Only time will answer this question. Many of the memorable walks will be repeated over the years, and this list will change. Maybe some walks that I didn’t really enjoy at the time because of the weather, will shoot up the list and become favourites. We’ll just have to wait and see.
So here I’m going to give a list of my 8 favourite Lake District walks, with links to a special write-up for each one. This is very much a personal list though so please don’t be offended if your favourite isn’t here. I might not even have done it yet.
The list is in no particular order of preference, at least at the moment, but who knows whether they will arrange themselves over time. Purely for convenience, I have listed them in the order I did them.
If you’re reading this page, then there’s a fairly good chance you’ve done a hill walk before. Good, then you should know what to do to keep yourself safe and comfortable, so I’m not going to spell it out. If you’re looking for the beginner’s guide to hill walking, then please go elsewhere for advice on what to wear, what to consume, how to plan etc. Nevertheless, on each walk I have tried to give some indication of how tough it is and any particular challenges involved, and if I can remember how long it took me.
I’m confident that quite a few people would choose this as a favourite. What’s not to love ? They’re amongst the most distinctive fells in the Lake District, you can make them out from the other side of the M6, they provide great views towards Bowfell and the Scafells, and down langdale towards Ambleside and Windermere. The Pikes also have a bit of everything – shapely summits, great views, tarns, and one of the great scrambles in the Lakes. Despite what I said above, this will always be one of my favourite walks, and holds a lot of memories.
This one probably attracts a bit less support, on the other hand. Walked on a wet day when killing time in Grasmere, I wasn’t prepared for the view up Langdale, and I sat at the tarn’s side in the pouring rain for over an hour just chilling out. This is a place of reflection for me, and it’s a short walk from civilisation. Much of the attraction is in the destination however.

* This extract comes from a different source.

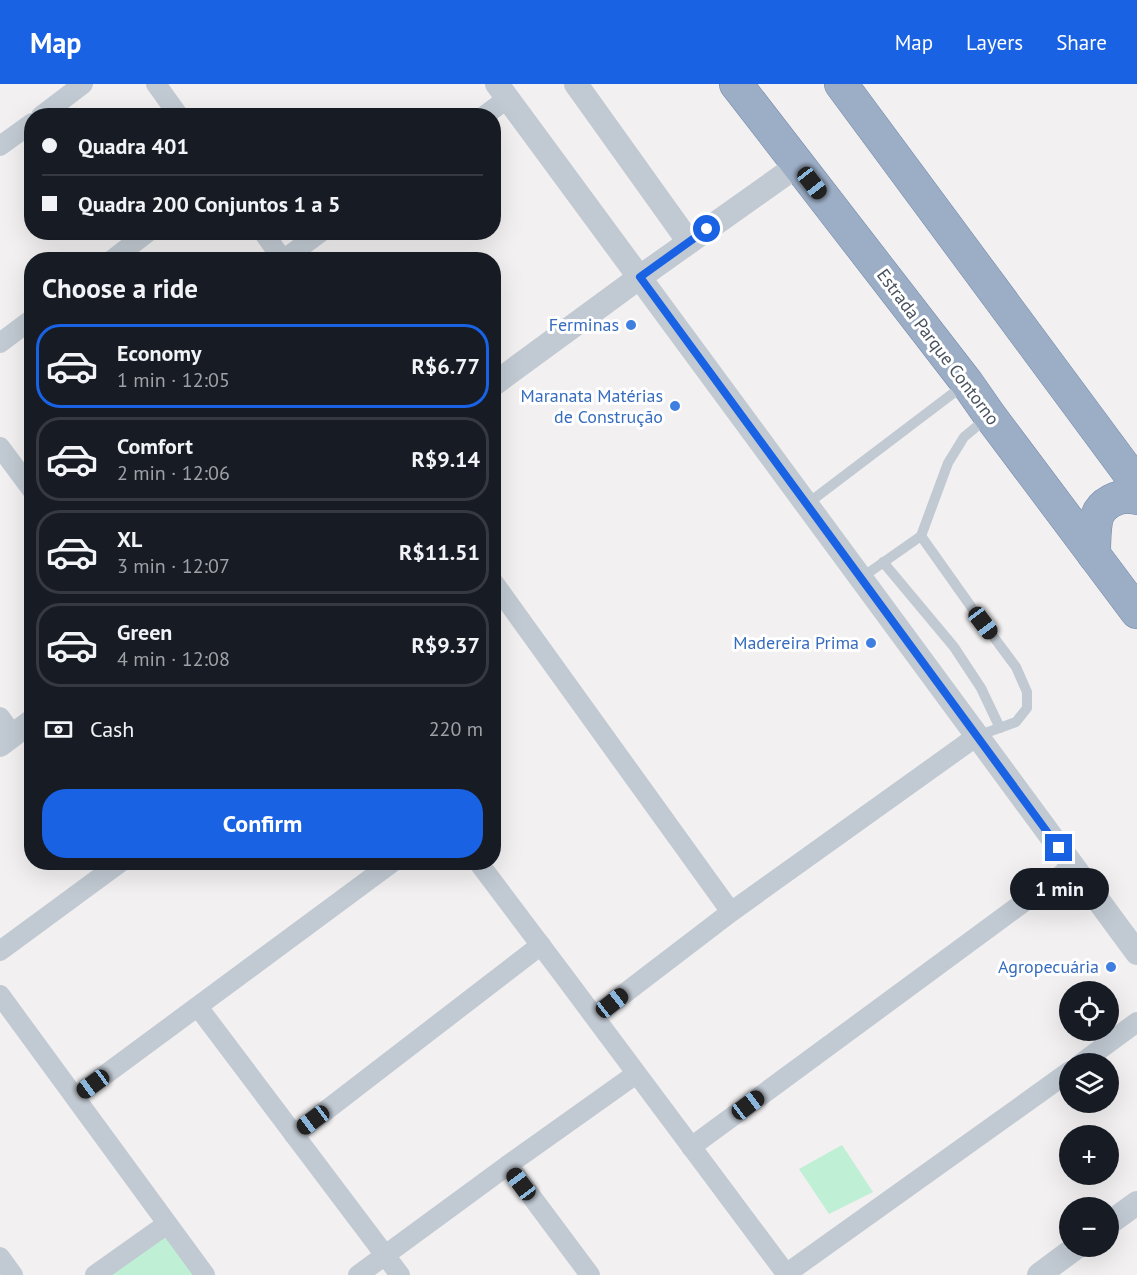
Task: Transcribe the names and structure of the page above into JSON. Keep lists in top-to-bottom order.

My first ascent of Bowfell was via the Great Slab, and this was the day I discovered the motivation that an interesting ascent can inject into the rest of the walk. Instead of returning to Langdale after Esk Pike, I extended it to Great End and then Scafell Pike, accepting the telling off I would get for being late back to the camp site. But if you don’t want to risk that, there are several options for bailing out so you get back in time.
I love this walk because the fell is generally regarded as inferior to most of its neighbours, which is natural when you live next door to Great End, Glaramara and Great Gable. But it has an enjoyable scramble and one of the best tarns of the Lake District. And plenty of options for the return leg.

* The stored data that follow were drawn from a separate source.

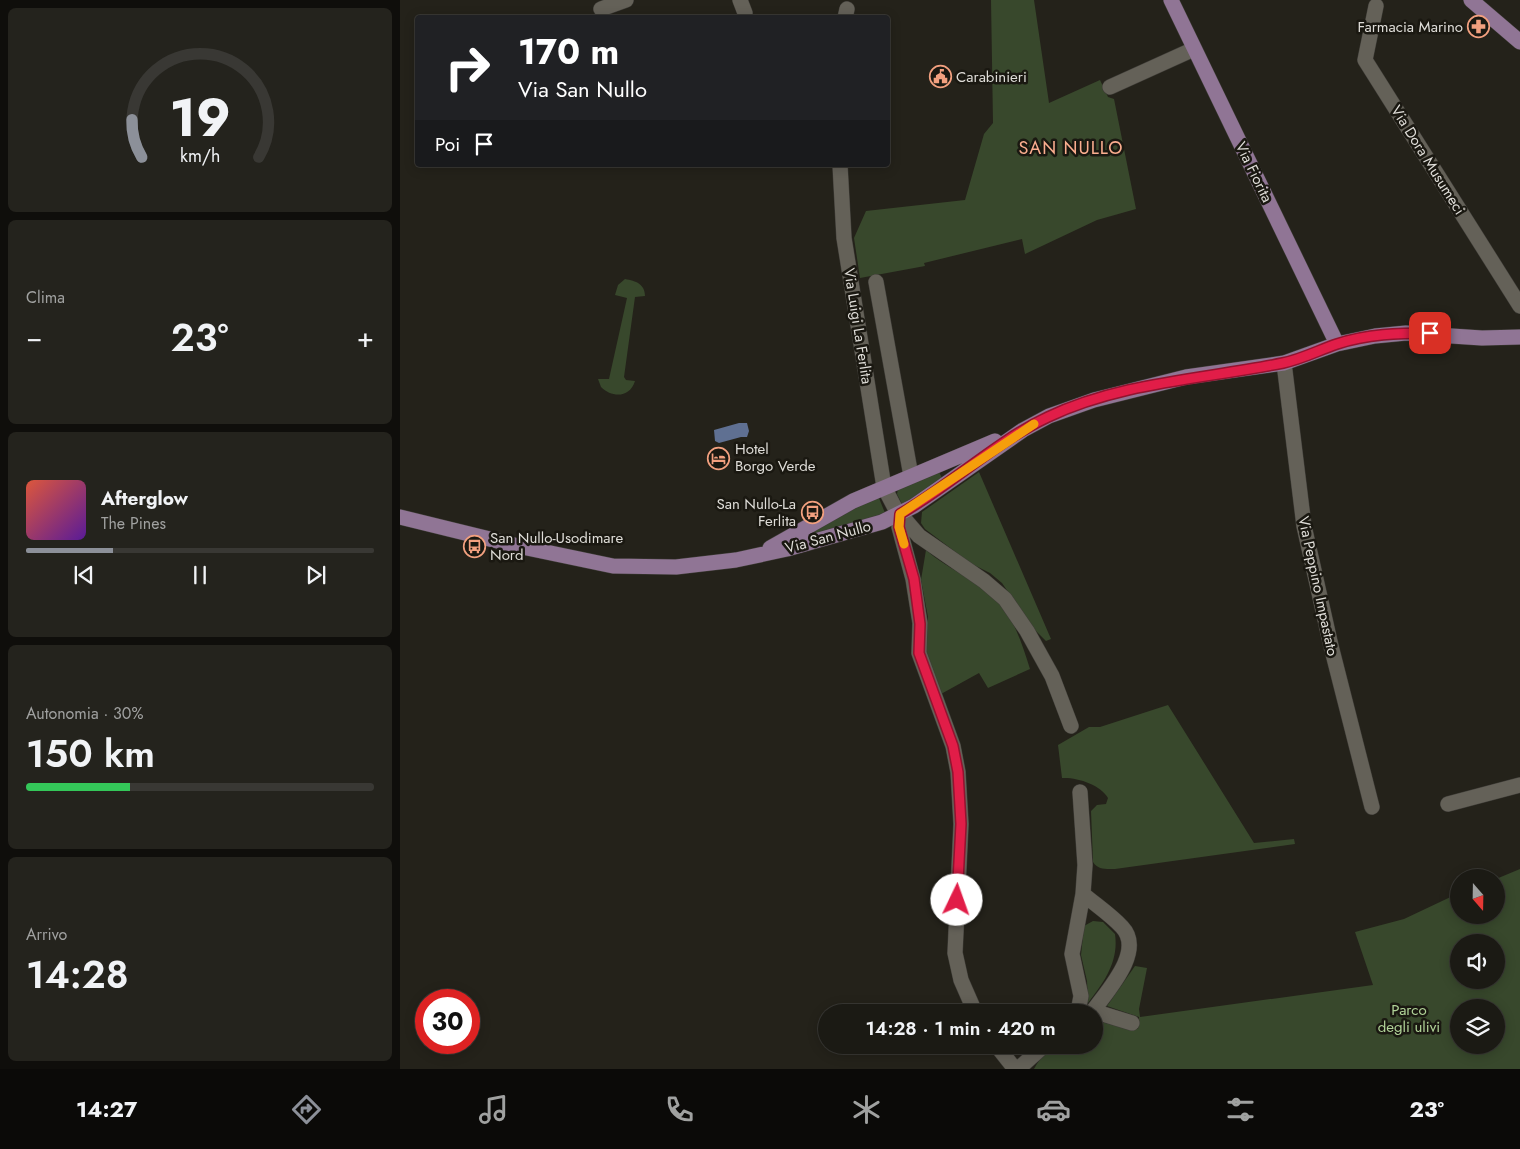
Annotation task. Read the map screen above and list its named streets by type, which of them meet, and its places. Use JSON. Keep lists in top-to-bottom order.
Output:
{
  "streets": {
    "main road": ["Via Fiorita", "Via San Nullo"],
    "street": ["Via Dora Musumeci", "Via Luigi La Ferlita", "Via Peppino Impastato"]
  },
  "crossings": [
    ["Via Fiorita", "Via San Nullo"],
    ["Via San Nullo", "Via Peppino Impastato"]
  ],
  "districts": ["SAN NULLO"],
  "parks": ["Parco degli ulivi"],
  "places": {
    "pharmacy": ["Farmacia Marino"],
    "public building": ["Carabinieri"],
    "hotel": ["Hotel Borgo Verde"],
    "bus stop": ["San Nullo-La Ferlita", "San Nullo-Usodimare Nord"]
  },
  "north": "bottom",
  "page": {
    "turn": ["170 m", "Via San Nullo"],
    "then": "Poi",
    "tile": [
      "Clima",
      ["Autonomia · 30%", "150 km"],
      ["Arrivo", "14:28"]
    ],
    "heat": ["−", "23°", "+"],
    "song": ["Afterglow", "The Pines"],
    "limit": "30",
    "trip": "14:28 · 1 min · 420 m",
    "tabs": ["14:27", "23°"],
    "gauge": ["19", "km/h"]
  }
}
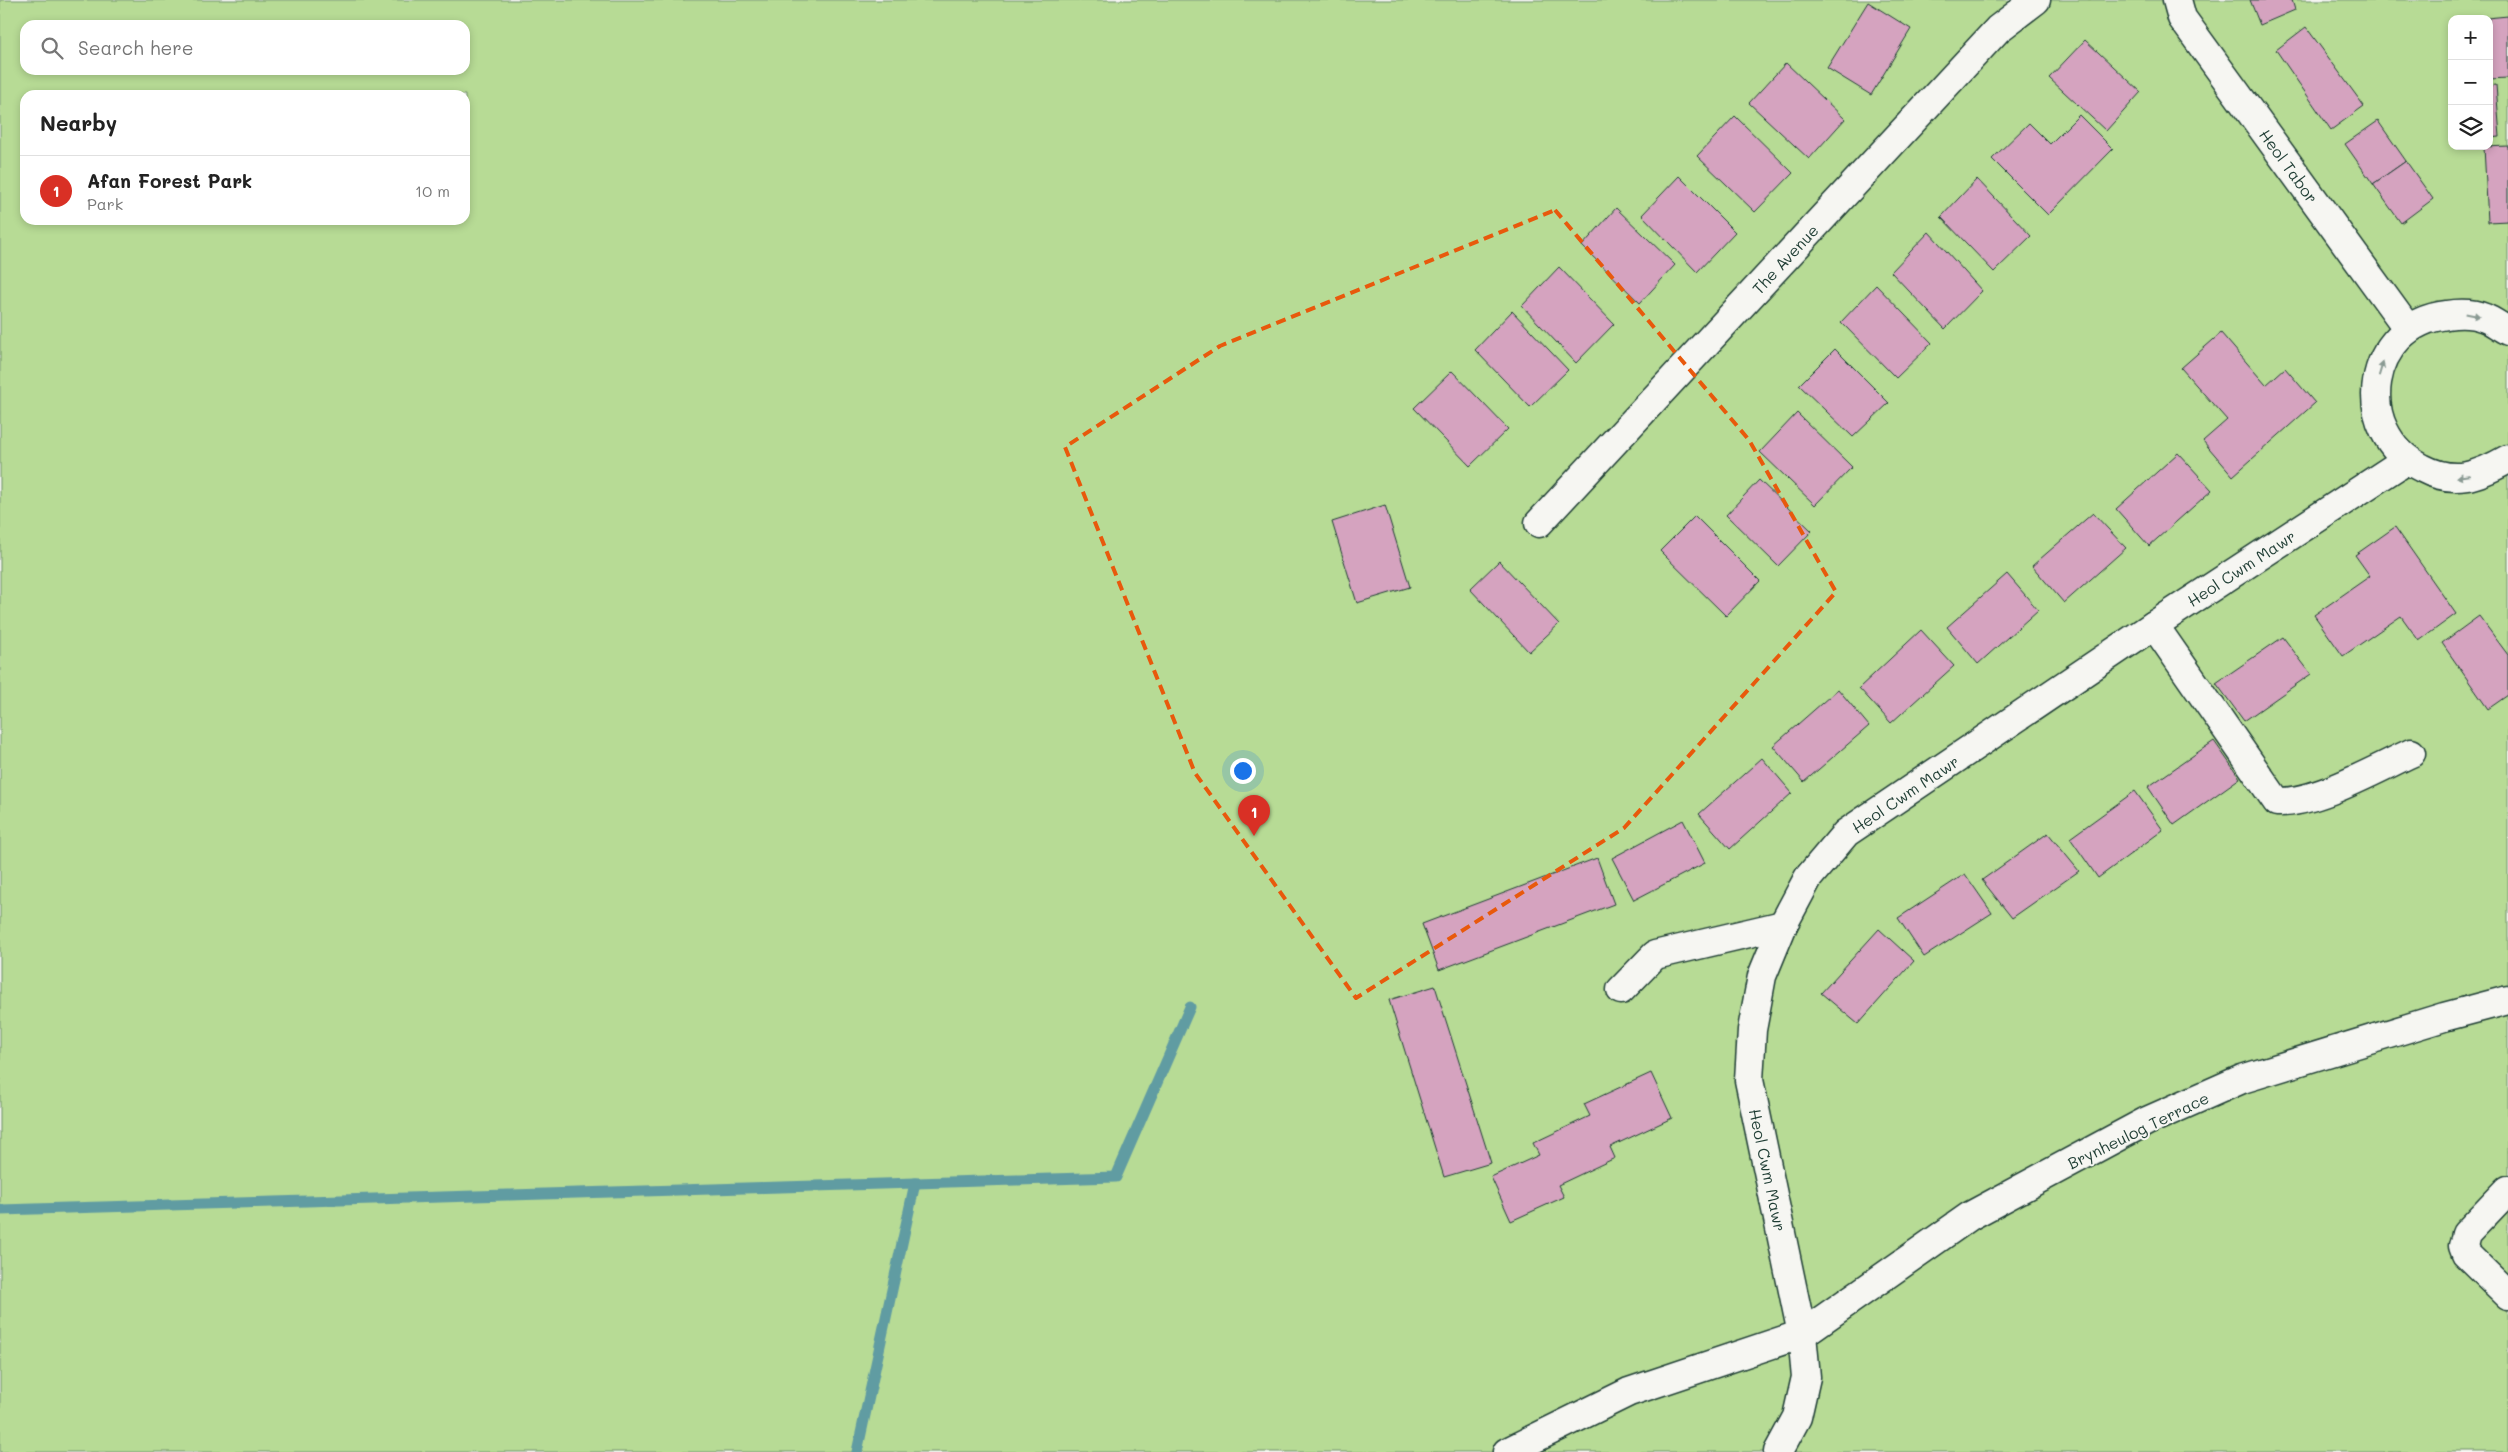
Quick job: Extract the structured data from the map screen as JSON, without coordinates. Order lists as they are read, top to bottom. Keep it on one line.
{"streets":{"street":["Heol Tabor","The Avenue","Heol Cwm Mawr","Brynheulog Terrace"]},"crossings":[["Heol Cwm Mawr","Brynheulog Terrace"]],"page":{"map_buttons":["+","−"],"search":"Search here","heading":"Nearby","list":[{"mark":"1","name":"Afan Forest Park","note":"Park","value":"10 m"}],"pins":"1"}}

As a huge fan of the outlying fells, no selection would be complete without including one of them in this list. Possibly the finest of all the outlying fells, and surely only omitted from the Wainwrights because it’s so peripheral compared with the rest, it offers great views over the coast, towards the Isle of Man and, some say, Wales. This walk starts from Silecroft.

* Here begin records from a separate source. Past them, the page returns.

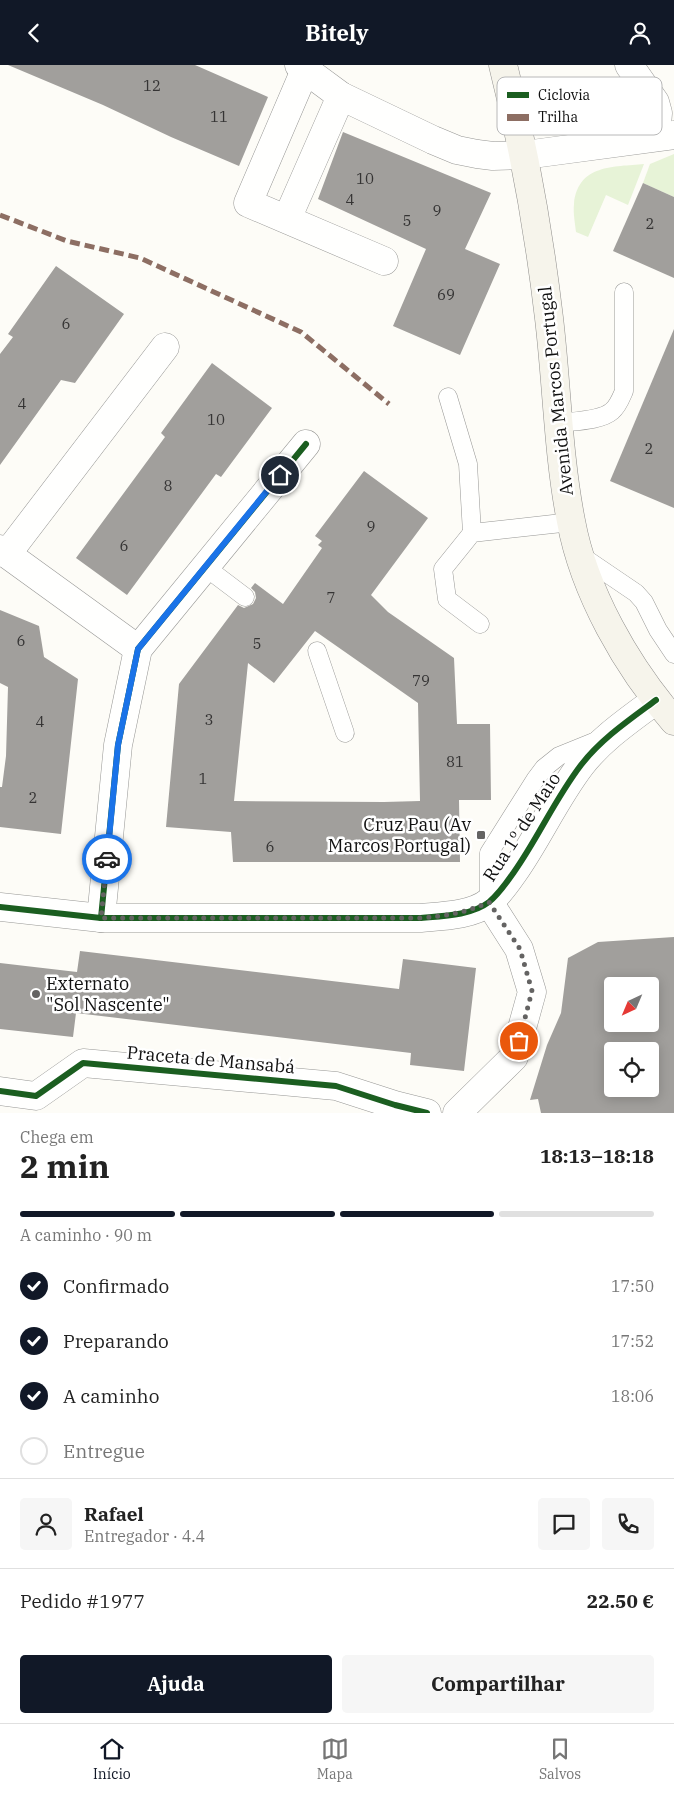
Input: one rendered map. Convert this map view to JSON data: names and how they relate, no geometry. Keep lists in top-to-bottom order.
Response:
{
  "streets": {
    "main road": ["Avenida Marcos Portugal"],
    "street": ["Rua 1º de Maio", "Praceta de Mansabá"]
  },
  "crossings": [
    ["Avenida Marcos Portugal", "Rua 1º de Maio"]
  ],
  "places": {
    "transit": ["Cruz Pau (Av Marcos Portugal)"],
    "other": ["Externato \"Sol Nascente\""]
  },
  "house_numbers": [
    "12",
    "11",
    "10",
    "4",
    "9",
    "5",
    "2",
    "69",
    "6",
    "4",
    "10",
    "2",
    "8",
    "9",
    "6",
    "7",
    "6",
    "5",
    "79",
    "3",
    "4",
    "81",
    "1",
    "2",
    "6"
  ],
  "legend": ["Ciclovia", "Trilha"],
  "north": "bottom left",
  "page": {
    "header": "Bitely",
    "heading": ["2 min", "Chega em", "18:13–18:18"],
    "panel": [
      "Rafael",
      "Entregador · 4.4",
      "Pedido #1977",
      "22.50 €"
    ],
    "bar": "A caminho · 90 m",
    "list": [
      ["Confirmado", "17:50"],
      ["Preparando", "17:52"],
      ["A caminho", "18:06"],
      "Entregue"
    ],
    "buttons": ["Ajuda", "Compartilhar"],
    "tabs": ["Início", "Mapa", "Salvos"]
  }
}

Another odd choice, as the weather wasn’t great when I did it. But I loved the walk up Red Screes from Ambleside, even though I couldn’t see much when I got to the top. The return along the bottom of Scandale is relatively easy but feels long.
8. Helvellyn by the Edges
One of the classic walks in the Lake District, the ascent of Helvellyn by Striding Edge and descent by Swirral Edge is so popular that you have to time it carefully to avoid queueing. Which I did. A perfect end to a 10 day walking trip.